A Inteligência Artificial exterminará a advocacia?
REGIANE FREIRE
No mês de agosto comemoramos o dia do advogado e nesse mês completo dez anos de advocacia. E fazendo um balanço do tempo em que comecei a advogar, comparando com os desafios atuais, percebo que, a influência da tecnologia em nosso sistema jurídico, ajudou o advogado a trabalhar sem sair do escritório. Mas será que essa “ajuda” põe em risco a nossa profissão?
Quando comecei em 2013, o processo eletrônico estava engatinhando. Os processos físicos dominavam os escritórios. Não tinha outra opção a não ser presencial para as audiências e atendimento ao cliente. Para ter acesso ao processo, era necessário se deslocar ao Fórum, fazer carga, levá-lo ao escritório para análise, tirar cópia e, dependendo da quantidade de volumes, carregá-lo só com a ajuda de um carrinho. Para os protocolos, o advogado precisava imprimir a peça e uma cópia, sempre! E eram feitos no Fórum, com término às 19 horas. Eram tempos difíceis.
Em 2020, com a chegada da pandemia, o Judiciário precisou encontrar solução para dar continuidade as demandas judiciais, em um momento que não tínhamos certeza de quando a pandemia e as restrições sociais acabariam, e graças a tecnologia que incorporou de vez a rotina dos escritórios e do sistema jurídico, foi possível dar continuidade ao trabalho, extirpando grande parte dos procedimentos manuais.
Os processos passaram a ser eletrônicos, as audiências onlines, dispondo o advogado a opção de escolher audiência presencial; as idas e vindas aos cartórios judiciais diminuíram, graças ao acesso aos processos pelo site do Tribunal. Apesar de nem todo balcão de atendimento ser 100% tecnológico, é possível entrar em contato com o escrevente por telefone, e-mail, WhatsApp ou, quem sabe, reunião online, resolvendo o problema do seu cliente sem sair do escritório, evitando custo com o deslocamento ou a contratação de advogado correspondente.
O lado bom de toda essa facilidade que a tecnologia nos proporciona é a redução de custo e tempo. Quando comecei, meu dia era divido em duas partes: pela manhã, peticionar e atender cliente, e a tarde, Fórum. Dependendo da complexidade do caso, era impossível terminar a peça na parte da manhã, o que ficaria para o dia seguinte, acumulando com outros prazos.

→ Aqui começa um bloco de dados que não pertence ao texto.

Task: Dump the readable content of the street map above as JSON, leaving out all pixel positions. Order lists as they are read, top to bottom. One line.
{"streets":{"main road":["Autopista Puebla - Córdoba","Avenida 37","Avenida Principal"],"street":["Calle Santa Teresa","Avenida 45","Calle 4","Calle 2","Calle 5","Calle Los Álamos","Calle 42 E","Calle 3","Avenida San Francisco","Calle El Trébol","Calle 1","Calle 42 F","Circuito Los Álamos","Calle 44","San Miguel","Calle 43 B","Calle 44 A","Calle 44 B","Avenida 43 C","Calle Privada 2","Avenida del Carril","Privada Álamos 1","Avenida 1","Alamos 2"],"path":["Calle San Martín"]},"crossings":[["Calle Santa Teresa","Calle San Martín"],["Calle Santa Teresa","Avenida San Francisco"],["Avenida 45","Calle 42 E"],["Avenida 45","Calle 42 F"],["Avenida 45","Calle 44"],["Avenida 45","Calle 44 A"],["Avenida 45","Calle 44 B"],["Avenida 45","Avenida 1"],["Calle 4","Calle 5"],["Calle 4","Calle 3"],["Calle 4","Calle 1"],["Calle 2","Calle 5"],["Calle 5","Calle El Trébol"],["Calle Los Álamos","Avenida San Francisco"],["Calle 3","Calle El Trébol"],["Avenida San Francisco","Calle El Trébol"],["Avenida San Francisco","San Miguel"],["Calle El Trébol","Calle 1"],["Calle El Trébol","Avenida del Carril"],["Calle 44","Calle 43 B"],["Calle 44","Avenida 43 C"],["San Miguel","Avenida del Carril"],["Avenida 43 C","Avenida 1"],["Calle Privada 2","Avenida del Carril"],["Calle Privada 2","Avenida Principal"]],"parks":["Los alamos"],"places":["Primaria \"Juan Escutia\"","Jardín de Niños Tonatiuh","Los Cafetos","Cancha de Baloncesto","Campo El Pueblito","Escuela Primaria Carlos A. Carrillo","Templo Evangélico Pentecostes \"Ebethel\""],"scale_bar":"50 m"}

No período da tarde, as audiências – que geralmente atrasavam – eram divididas com visita nas varas judiciais para fazer carga – certamente estaria lotada de advogados – ou despachar com o juiz. Se eu conseguisse levar cinco processos, estava no lucro. Lembrando que o horário de atendimento era das 12:00 às 19:00 e eu precisava voar. A rotina era exaustiva, desgastante ao corpo e a mente.
Hoje, o processo eletrônico elimina todo esse sacrifício. Basta o advogado ter o certificado digital e pronto! Temos ao nosso dispor os processos, exceto os que correm em segredo de justiça, disponível somente aos advogados das partes.
Com a Inteligência Artificial dominando nossa rotina, o advogado consegue trabalhar em qualquer lugar, angariando clientes em outras Comarcas. O advogado bom de relacionamento, consegue expandir seu trabalho em outros Estados sem sair do escritório, basta um computador e internet, e é claro! Habilidade nas relações pessoais e competência em entregar bom resultado.
Alguns escritórios nem perde tempo com petições, pois existem programas que montam as peças e o profissional só faz algumas alterações. O ChatGPT está aí, bombando, produzindo relatórios e elaborando documentos. Basta saber formular a pergunta que a ferramenta lhe entrega um modelo.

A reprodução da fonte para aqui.